* **Work instructions**
Go through the records below and report each line with "strokeStyle" in it.

* **Dataset entries**
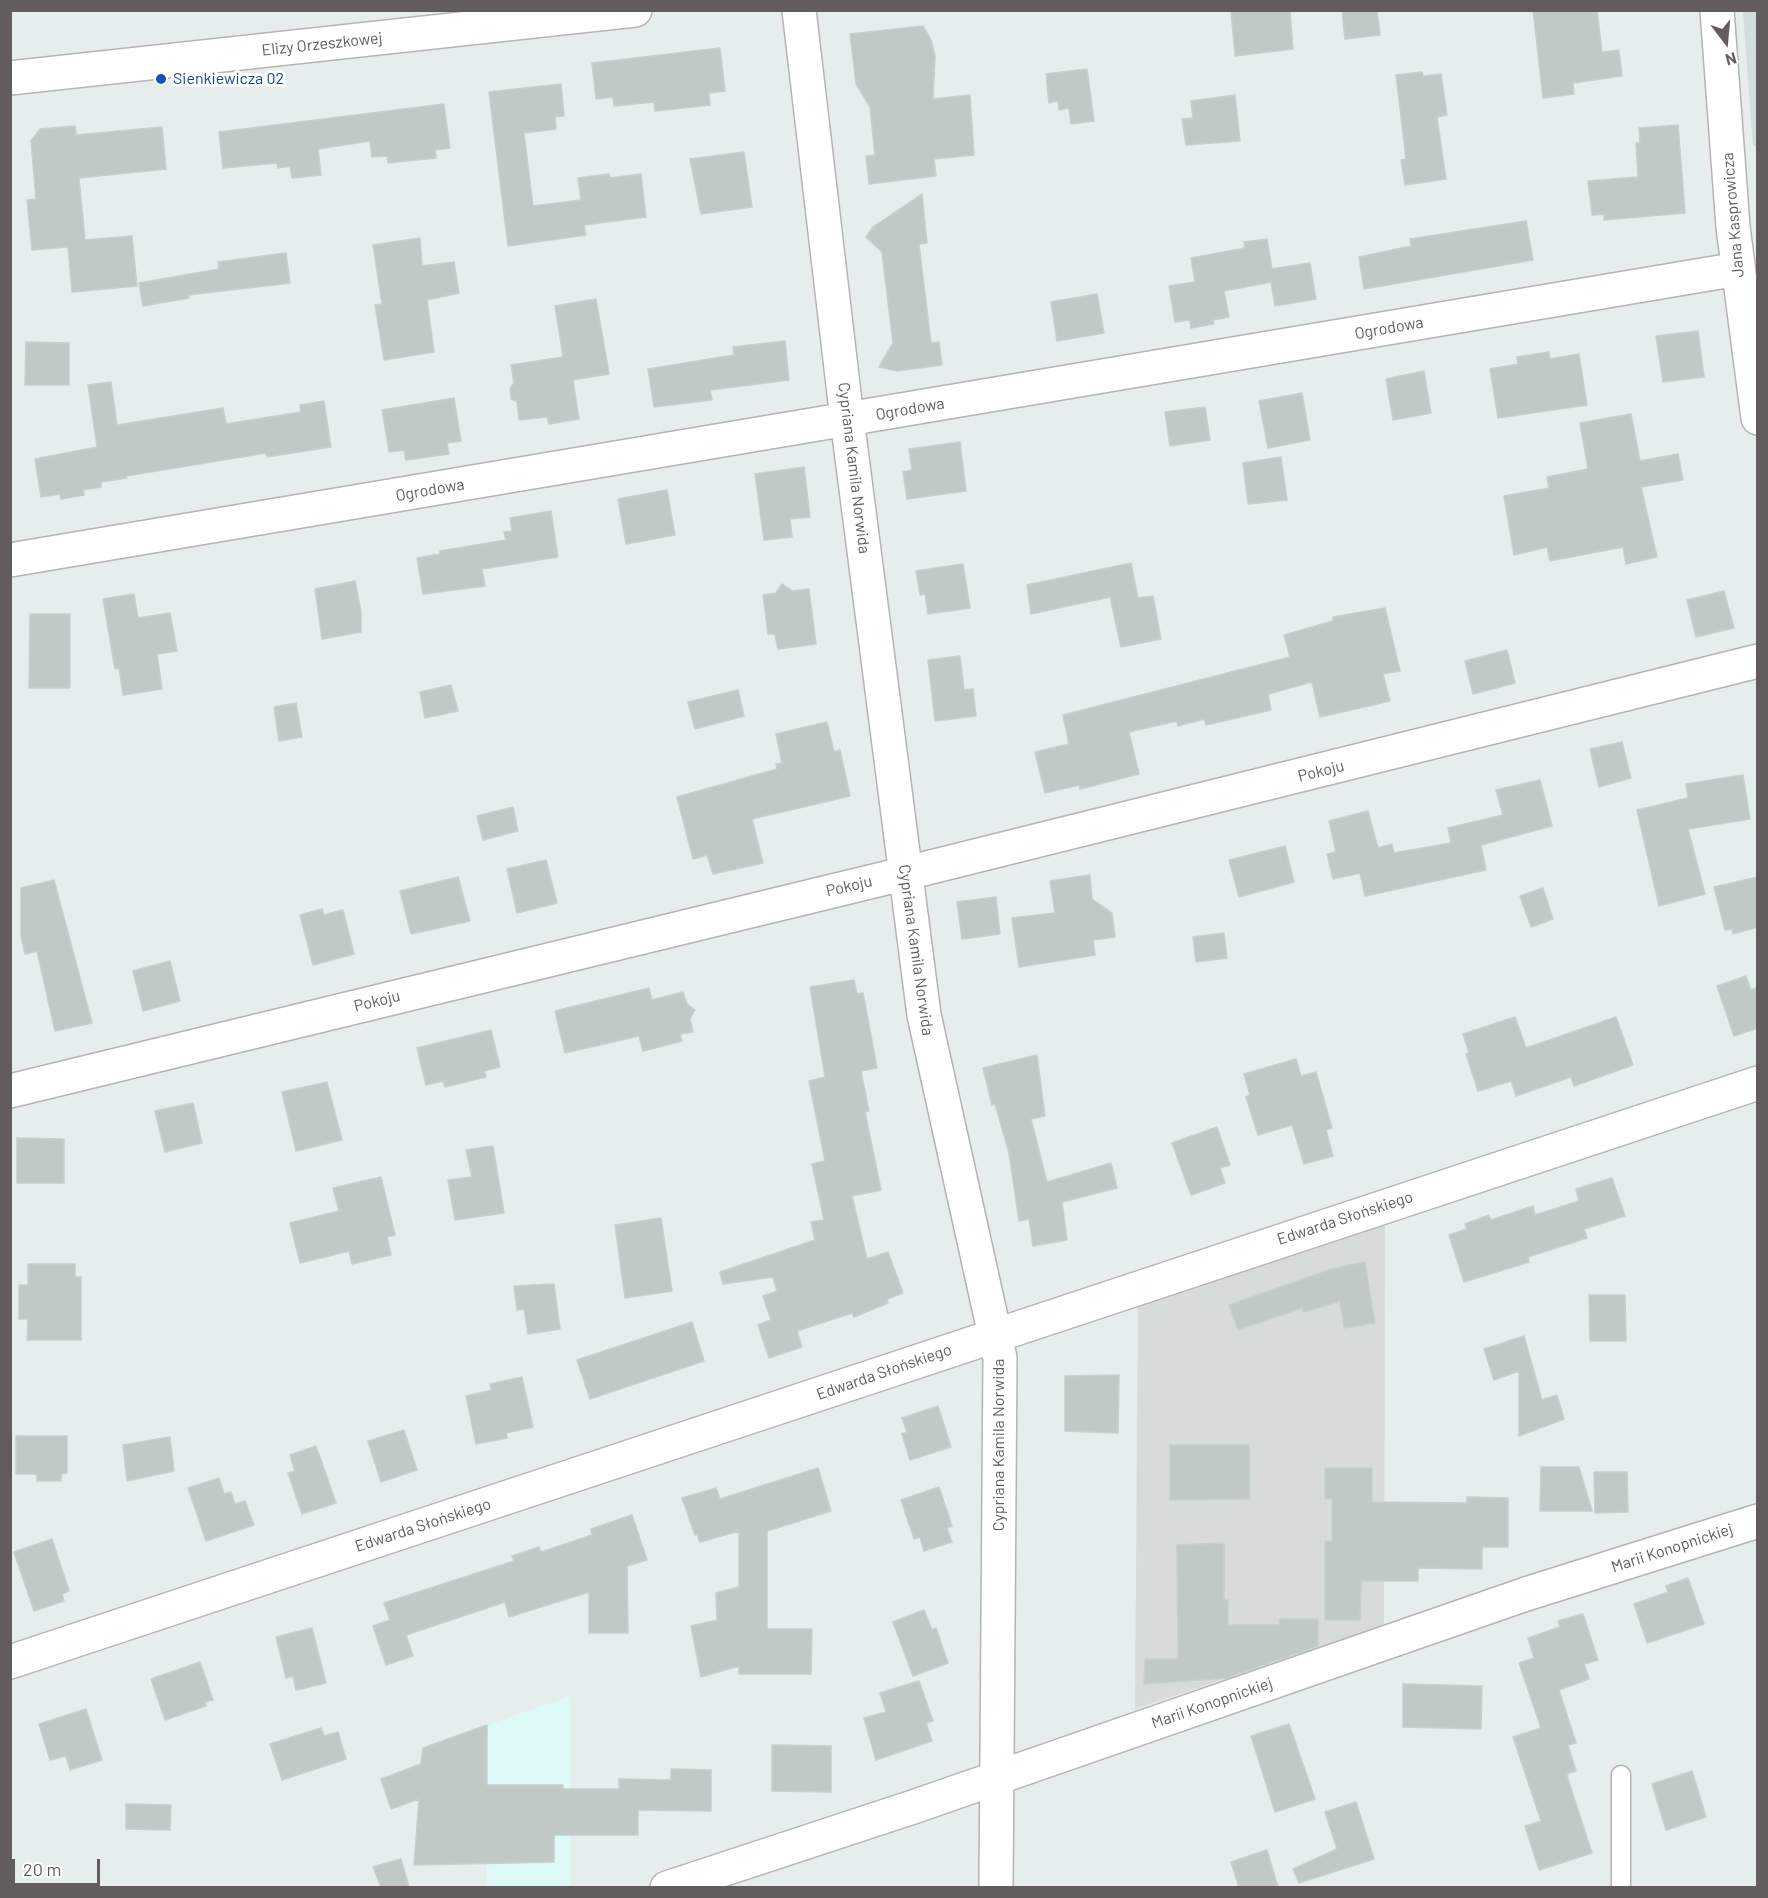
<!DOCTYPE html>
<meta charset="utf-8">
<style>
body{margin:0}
#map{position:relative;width:1768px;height:1898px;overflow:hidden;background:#e5eded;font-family:Barlow,sans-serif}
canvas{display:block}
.frame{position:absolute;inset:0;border:12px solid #635c5e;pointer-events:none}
.north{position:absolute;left:1696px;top:12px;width:60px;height:60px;-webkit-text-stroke:4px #fff;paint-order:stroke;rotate:164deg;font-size:16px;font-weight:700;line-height:24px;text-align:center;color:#635c5e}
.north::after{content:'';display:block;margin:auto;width:21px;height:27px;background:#635c5e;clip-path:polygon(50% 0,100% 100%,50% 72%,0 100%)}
.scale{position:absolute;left:12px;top:1859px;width:88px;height:27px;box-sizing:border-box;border:3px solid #635c5e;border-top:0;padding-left:8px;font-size:18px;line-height:21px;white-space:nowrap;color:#635c5e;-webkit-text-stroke:4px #fff;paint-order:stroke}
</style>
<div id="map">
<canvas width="1768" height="1898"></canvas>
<div class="frame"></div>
<div class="north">N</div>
<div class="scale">20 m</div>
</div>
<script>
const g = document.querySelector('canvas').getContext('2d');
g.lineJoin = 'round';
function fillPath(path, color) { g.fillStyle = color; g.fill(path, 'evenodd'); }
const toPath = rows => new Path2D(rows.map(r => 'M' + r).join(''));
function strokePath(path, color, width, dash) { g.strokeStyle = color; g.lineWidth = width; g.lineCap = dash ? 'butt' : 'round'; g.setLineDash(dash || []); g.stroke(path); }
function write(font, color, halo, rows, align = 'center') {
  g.font = font + ' Barlow,sans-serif'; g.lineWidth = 6; g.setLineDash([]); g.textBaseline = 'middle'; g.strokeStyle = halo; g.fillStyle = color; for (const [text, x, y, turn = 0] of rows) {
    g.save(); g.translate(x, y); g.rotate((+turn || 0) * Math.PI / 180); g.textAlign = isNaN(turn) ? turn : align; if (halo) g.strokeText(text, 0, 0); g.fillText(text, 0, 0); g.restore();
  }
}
const commercial = toPath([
 [571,1696,571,1887,487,1887,487,1725]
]);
const industrial = toPath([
 [1385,1224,1384,1626,1135,1709,1138,1307]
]);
const education = toPath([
 [1743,11,1757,11,1757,146,1753,146]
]);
const building = toPath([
 [1231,10,1290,10,1293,49,1235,56,1231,10],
 [1342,10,1377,10,1380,35,1345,39,1342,10],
 [1533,10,1597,10,1602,52,1619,50,1622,76,1573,83,1574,94,1543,98,1533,10],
 [923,26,931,40,935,56,933,99,970,95,974,155,934,159,936,176,869,184,866,156,875,155,870,107,856,84,850,34,923,26],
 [720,48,725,91,709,93,710,105,655,111,654,102,614,106,613,97,596,99,592,63,720,48],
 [1087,69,1094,121,1071,124,1069,108,1059,110,1058,101,1049,103,1046,74,1087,69],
 [1422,72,1423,76,1441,74,1447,115,1437,117,1446,179,1405,185,1401,160,1406,159,1396,75,1422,72],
 [561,84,564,116,555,117,556,129,524,133,533,206,581,200,578,178,609,174,610,178,641,174,646,217,584,225,586,235,508,246,489,92,561,84],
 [1235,95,1240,141,1186,145,1182,119,1193,118,1191,101,1235,95],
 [444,104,450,148,435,150,436,158,388,163,387,156,372,157,370,141,318,149,321,175,292,178,290,166,278,168,277,163,223,168,219,132,444,104],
 [1678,125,1685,213,1604,220,1604,214,1592,215,1588,181,1638,177,1636,143,1640,143,1639,128,1678,125],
 [75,126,76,135,162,127,166,169,79,178,85,240,132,236,137,286,72,292,68,247,32,250,27,200,36,199,31,141,40,129,75,126],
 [744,152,752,207,701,214,690,159,744,152],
 [922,194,927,243,919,244,931,343,939,342,942,365,897,371,879,367,893,343,882,252,866,237,873,227,922,194],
 [1526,221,1533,260,1364,289,1359,257,1411,246,1410,239,1526,221],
 [420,238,422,266,454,262,459,293,427,300,434,352,384,360,375,305,382,304,373,245,420,238],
 [1267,239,1272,269,1310,263,1316,299,1275,306,1271,282,1224,291,1229,317,1213,320,1214,324,1191,328,1190,320,1175,322,1169,286,1195,282,1191,258,1245,248,1244,242,1267,239],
 [286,253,290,283,188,295,189,298,143,306,139,283,219,269,218,262,286,253],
 [1097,294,1104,333,1057,341,1051,302,1097,294],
 [596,299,609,374,573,380,579,419,549,424,547,417,519,420,517,402,511,399,510,388,514,383,511,365,563,357,555,306,596,299],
 [1698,331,1704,377,1663,382,1656,336,1698,331],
 [785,341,789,380,710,390,712,400,654,407,648,369,734,355,733,347,785,341],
 [26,342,69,343,69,385,25,385,26,342],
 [1549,352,1550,359,1579,354,1587,405,1498,418,1490,369,1518,364,1517,357,1549,352],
 [1424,371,1431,413,1393,420,1386,379,1424,371],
 [111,382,117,425,223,408,226,424,301,412,300,405,324,401,331,447,267,457,266,453,126,476,127,478,101,482,101,487,83,490,84,495,61,499,60,494,41,497,35,459,97,447,88,385,111,382],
 [1302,393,1310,440,1268,448,1259,401,1302,393],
 [454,398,461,441,447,443,449,454,406,460,404,450,389,452,382,410,454,398],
 [1205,407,1210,440,1170,446,1165,412,1205,407],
 [1631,414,1640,461,1678,454,1683,480,1641,487,1657,557,1626,564,1623,547,1550,561,1547,547,1514,555,1504,496,1549,488,1547,477,1588,469,1580,423,1631,414],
 [960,442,966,491,907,499,903,472,912,470,909,449,960,442],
 [1281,457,1287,500,1248,504,1243,463,1281,457],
 [804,467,810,517,790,519,792,537,764,540,755,474,804,467],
 [667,490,675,535,626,544,618,499,667,490],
 [551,511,558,557,482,569,485,586,423,594,417,558,440,554,440,551,506,540,504,532,512,531,510,518,551,511],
 [1131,563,1138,598,1153,596,1161,639,1121,647,1110,597,1031,614,1027,585,1131,563],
 [963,564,970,608,928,614,925,594,920,595,916,571,963,564],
 [355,581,361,611,361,632,322,639,315,589,355,581],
 [782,584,792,591,809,589,816,644,778,649,775,634,768,634,763,595,776,593,782,584],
 [1724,591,1734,628,1696,637,1687,600,1724,591],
 [134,594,138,618,170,613,177,651,157,654,162,689,123,695,119,668,115,669,103,599,134,594],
 [1385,608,1400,671,1383,674,1390,701,1320,717,1312,682,1268,694,1271,710,1206,725,1204,719,1178,726,1177,721,1129,732,1139,774,1080,789,1079,785,1045,793,1035,752,1069,744,1063,715,1290,657,1284,635,1333,621,1333,617,1385,608],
 [30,614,70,614,70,688,29,688,30,614],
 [1507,650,1515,683,1473,694,1465,661,1507,650],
 [960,656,964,690,973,689,976,716,935,721,928,660,960,656],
 [451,685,458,711,425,718,420,692,451,685],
 [738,690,744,716,695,729,688,702,738,690],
 [296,703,302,737,279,741,274,707,296,703],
 [827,722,834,752,840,750,850,796,752,819,763,863,713,874,707,855,693,859,677,797,777,769,776,764,782,763,776,734,827,722],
 [1622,742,1631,778,1599,787,1590,749,1622,742],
 [1743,775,1750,819,1688,829,1705,894,1659,906,1637,810,1688,798,1686,784,1743,775],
 [1540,780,1552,826,1481,845,1486,870,1365,896,1360,873,1333,879,1327,854,1336,852,1329,821,1368,811,1378,848,1392,844,1394,853,1451,843,1448,828,1503,815,1496,790,1540,780],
 [513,807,518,831,483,840,477,816,513,807],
 [1285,846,1294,882,1239,897,1229,860,1285,846],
 [546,860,557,903,517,913,507,869,546,860],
 [1090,875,1092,899,1112,913,1115,937,1093,940,1095,955,1019,967,1012,918,1055,913,1050,881,1090,875],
 [458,877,470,921,411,934,400,891,458,877],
 [1758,877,1758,927,1733,934,1732,929,1725,930,1714,887,1758,877],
 [54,880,92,1023,55,1031,37,951,25,954,21,936,21,888,54,880],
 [1543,888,1553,919,1531,927,1520,896,1543,888],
 [996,897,1000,934,962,939,957,902,996,897],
 [322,909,324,915,343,910,354,954,313,965,300,915,322,909],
 [1224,933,1227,958,1196,962,1193,937,1224,933],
 [170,961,180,1001,143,1011,133,971,170,961],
 [1746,976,1751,990,1758,987,1758,1028,1734,1036,1717,986,1746,976],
 [854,980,857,994,863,993,877,1068,861,1071,869,1111,865,1112,881,1190,852,1196,867,1259,888,1252,903,1293,887,1299,888,1303,854,1317,852,1313,797,1331,802,1347,769,1358,758,1325,771,1320,763,1296,777,1291,773,1277,723,1284,720,1272,815,1240,811,1222,824,1220,812,1164,825,1161,809,1081,825,1077,810,987,854,980],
 [649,988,652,1000,683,992,687,1004,695,1010,690,1019,693,1032,680,1034,682,1041,643,1051,639,1036,565,1053,555,1011,649,988],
 [1515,1017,1526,1048,1616,1017,1633,1065,1574,1086,1571,1077,1516,1096,1511,1081,1478,1091,1466,1054,1469,1053,1463,1034,1515,1017],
 [491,1030,500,1067,484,1071,486,1077,445,1087,443,1081,426,1085,417,1048,491,1030],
 [1037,1055,1045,1116,1031,1119,1047,1182,1111,1163,1117,1188,1062,1202,1067,1240,1033,1246,1029,1219,1019,1221,1009,1153,995,1104,992,1105,983,1068,1037,1055],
 [1296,1059,1301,1076,1316,1072,1332,1128,1326,1130,1333,1156,1304,1164,1292,1125,1258,1135,1246,1097,1250,1095,1244,1074,1296,1059],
 [327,1082,342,1140,296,1151,282,1092,327,1082],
 [193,1103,202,1143,165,1152,155,1111,193,1103],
 [1217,1127,1230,1165,1220,1168,1225,1183,1191,1195,1172,1143,1217,1127],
 [17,1138,64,1139,64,1183,17,1183,17,1138],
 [493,1146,504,1213,455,1220,448,1180,472,1177,466,1150,493,1146],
 [381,1177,395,1235,387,1237,391,1255,352,1264,349,1251,300,1263,290,1223,339,1211,333,1188,381,1177],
 [1612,1178,1625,1216,1584,1229,1587,1238,1528,1257,1529,1262,1464,1282,1449,1235,1467,1229,1465,1224,1489,1215,1491,1220,1533,1206,1535,1215,1579,1201,1576,1189,1612,1178],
 [661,1218,672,1291,625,1298,615,1225,661,1218],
 [1365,1262,1375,1323,1344,1328,1340,1301,1304,1312,1302,1308,1238,1330,1229,1305,1334,1268,1365,1262],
 [28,1264,75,1264,75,1277,81,1277,81,1340,27,1340,28,1319,19,1319,19,1285,28,1285,28,1264],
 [554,1284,560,1329,528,1334,524,1309,517,1310,514,1286,554,1284],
 [1589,1295,1625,1295,1626,1341,1590,1341,1589,1295],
 [692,1322,704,1361,590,1399,577,1360,692,1322],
 [1524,1336,1542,1400,1557,1395,1564,1419,1519,1436,1519,1371,1494,1380,1484,1349,1524,1336],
 [1119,1375,1118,1433,1065,1431,1065,1376,1119,1375],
 [522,1377,533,1427,506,1433,507,1438,476,1444,466,1396,492,1390,490,1384,522,1377],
 [938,1406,951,1447,910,1460,902,1434,907,1432,902,1418,938,1406],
 [404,1430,417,1470,381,1482,368,1441,404,1430],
 [16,1436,67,1436,67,1473,61,1474,61,1481,37,1481,37,1474,16,1474,16,1436],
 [170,1437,174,1471,127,1481,123,1445,170,1437],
 [1170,1445,1249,1445,1250,1499,1170,1500,1170,1445],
 [316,1446,336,1503,302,1514,288,1473,295,1471,290,1455,316,1446],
 [1541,1467,1579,1467,1592,1511,1540,1511,1541,1467],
 [818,1468,831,1511,767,1531,767,1629,812,1629,811,1674,739,1674,739,1666,701,1677,691,1626,717,1620,716,1593,739,1587,739,1531,700,1542,697,1534,695,1535,682,1498,716,1488,720,1499,818,1468],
 [1325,1468,1372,1468,1372,1502,1467,1503,1467,1497,1508,1498,1508,1547,1482,1547,1482,1569,1418,1568,1418,1581,1361,1581,1360,1620,1325,1620,1325,1541,1332,1541,1332,1499,1325,1499,1325,1468],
 [1594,1472,1627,1472,1628,1512,1595,1513,1594,1472],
 [219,1478,224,1494,231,1492,235,1504,245,1501,254,1525,206,1541,188,1488,219,1478],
 [939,1487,952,1526,947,1528,952,1542,924,1551,920,1537,914,1539,901,1500,939,1487],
 [632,1515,647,1560,627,1566,628,1633,589,1633,589,1592,509,1617,505,1602,406,1635,413,1656,386,1665,373,1626,390,1620,384,1603,514,1561,512,1556,539,1547,541,1552,592,1535,591,1529,632,1515],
 [52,1539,69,1591,62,1594,64,1601,34,1611,14,1552,52,1539],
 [1224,1543,1224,1600,1228,1600,1228,1625,1280,1625,1279,1619,1318,1619,1318,1646,1227,1678,1144,1684,1145,1659,1178,1659,1177,1545,1224,1543],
 [1688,1578,1704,1624,1647,1643,1634,1604,1668,1592,1666,1586,1688,1578],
 [924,1610,932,1630,936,1628,948,1663,913,1676,893,1622,924,1610],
 [1583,1614,1598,1660,1584,1664,1589,1679,1559,1690,1576,1743,1568,1745,1576,1771,1567,1774,1568,1779,1592,1853,1539,1870,1525,1826,1541,1821,1513,1737,1541,1728,1519,1663,1534,1658,1528,1638,1560,1627,1558,1621,1583,1614],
 [312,1628,326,1683,296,1690,293,1676,286,1678,276,1637,312,1628],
 [200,1662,213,1700,205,1702,206,1706,165,1720,151,1679,200,1662],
 [919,1681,933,1721,926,1723,932,1741,876,1760,864,1718,886,1712,880,1693,919,1681],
 [1403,1684,1482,1686,1481,1729,1403,1727,1403,1684],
 [86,1709,102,1760,70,1770,66,1756,50,1760,39,1724,86,1709],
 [1289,1724,1315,1799,1275,1812,1251,1736,1289,1724],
 [487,1725,487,1785,563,1785,563,1789,619,1789,619,1779,671,1780,671,1769,711,1770,711,1811,638,1810,638,1835,554,1835,554,1862,414,1865,419,1799,391,1809,381,1779,421,1764,423,1748,487,1725],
 [321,1728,324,1736,338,1732,346,1759,282,1780,270,1744,321,1728],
 [772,1745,831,1746,831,1792,772,1791,772,1745],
 [1692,1771,1706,1817,1666,1830,1652,1784,1692,1771],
 [1356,1802,1374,1859,1299,1883,1293,1869,1337,1849,1325,1812,1356,1802],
 [126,1804,171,1805,170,1830,126,1829,126,1804],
 [1267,1850,1278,1887,1239,1887,1231,1862,1267,1850],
 [401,1859,409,1887,381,1887,373,1867,401,1859]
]);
const lane = toPath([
 [1621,1775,1621,1888]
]);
const street = toPath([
 [799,10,847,419,924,1015,1000,1358,996,1888],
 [1717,10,1733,227,1758,418],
 [10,560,1738,269],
 [10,1091,923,869,1758,661],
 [10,1662,1758,1083],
 [667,1888,913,1807,1526,1594,1758,1521]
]);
const secondary = toPath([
 [10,78,635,10]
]);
const markers = [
 [161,79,6,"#1a4fb4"]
];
const streetNames = [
 ["Elizy Orzeszkowej",322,44,-6],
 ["Jana Kasprowicza",1733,215,-95],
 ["Ogrodowa",1389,328,-10],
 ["Ogrodowa",910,409,-10],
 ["Cypriana Kamila Norwida",854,468,83],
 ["Ogrodowa",430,490,-10],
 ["Pokoju",1321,771,-14],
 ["Pokoju",849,886,-13],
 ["Cypriana Kamila Norwida",916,950,82],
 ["Pokoju",377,1001,-14],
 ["Edwarda Słońskiego",1345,1218,-18],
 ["Edwarda Słońskiego",884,1372,-19],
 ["Cypriana Kamila Norwida",999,1445,-90],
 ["Edwarda Słońskiego",423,1525,-18],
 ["Marii Konopnickiej",1672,1548,-18],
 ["Marii Konopnickiej",1212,1703,-19]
];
const transitNames = [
 ["Sienkiewicza 02",173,79]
];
fillPath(commercial, '#ddfaf8');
fillPath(industrial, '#d7dcdb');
fillPath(education, '#d3dddc');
fillPath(building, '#c1c9c7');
strokePath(building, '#c3d1cf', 1.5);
strokePath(lane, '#b8b2b3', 21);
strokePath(street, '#b8b2b3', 36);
strokePath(secondary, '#bab3b5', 36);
strokePath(lane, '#fff', 18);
strokePath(street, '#fff', 33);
strokePath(secondary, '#fff', 33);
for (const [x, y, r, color] of markers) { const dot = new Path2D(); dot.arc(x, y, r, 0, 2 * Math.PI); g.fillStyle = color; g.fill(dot); strokePath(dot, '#fff', 2); }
write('16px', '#635c5e', '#fff', streetNames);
write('16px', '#164399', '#fff', transitNames, 'left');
</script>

* **Exercise output**
function strokePath(path, color, width, dash) { g.strokeStyle = color; g.lineWidth = width; g.lineCap = dash ? 'butt' : 'round'; g.setLineDash(dash || []); g.stroke(path); }
  g.font = font + ' Barlow,sans-serif'; g.lineWidth = 6; g.setLineDash([]); g.textBaseline = 'middle'; g.strokeStyle = halo; g.fillStyle = color; for (const [text, x, y, turn = 0] of rows) {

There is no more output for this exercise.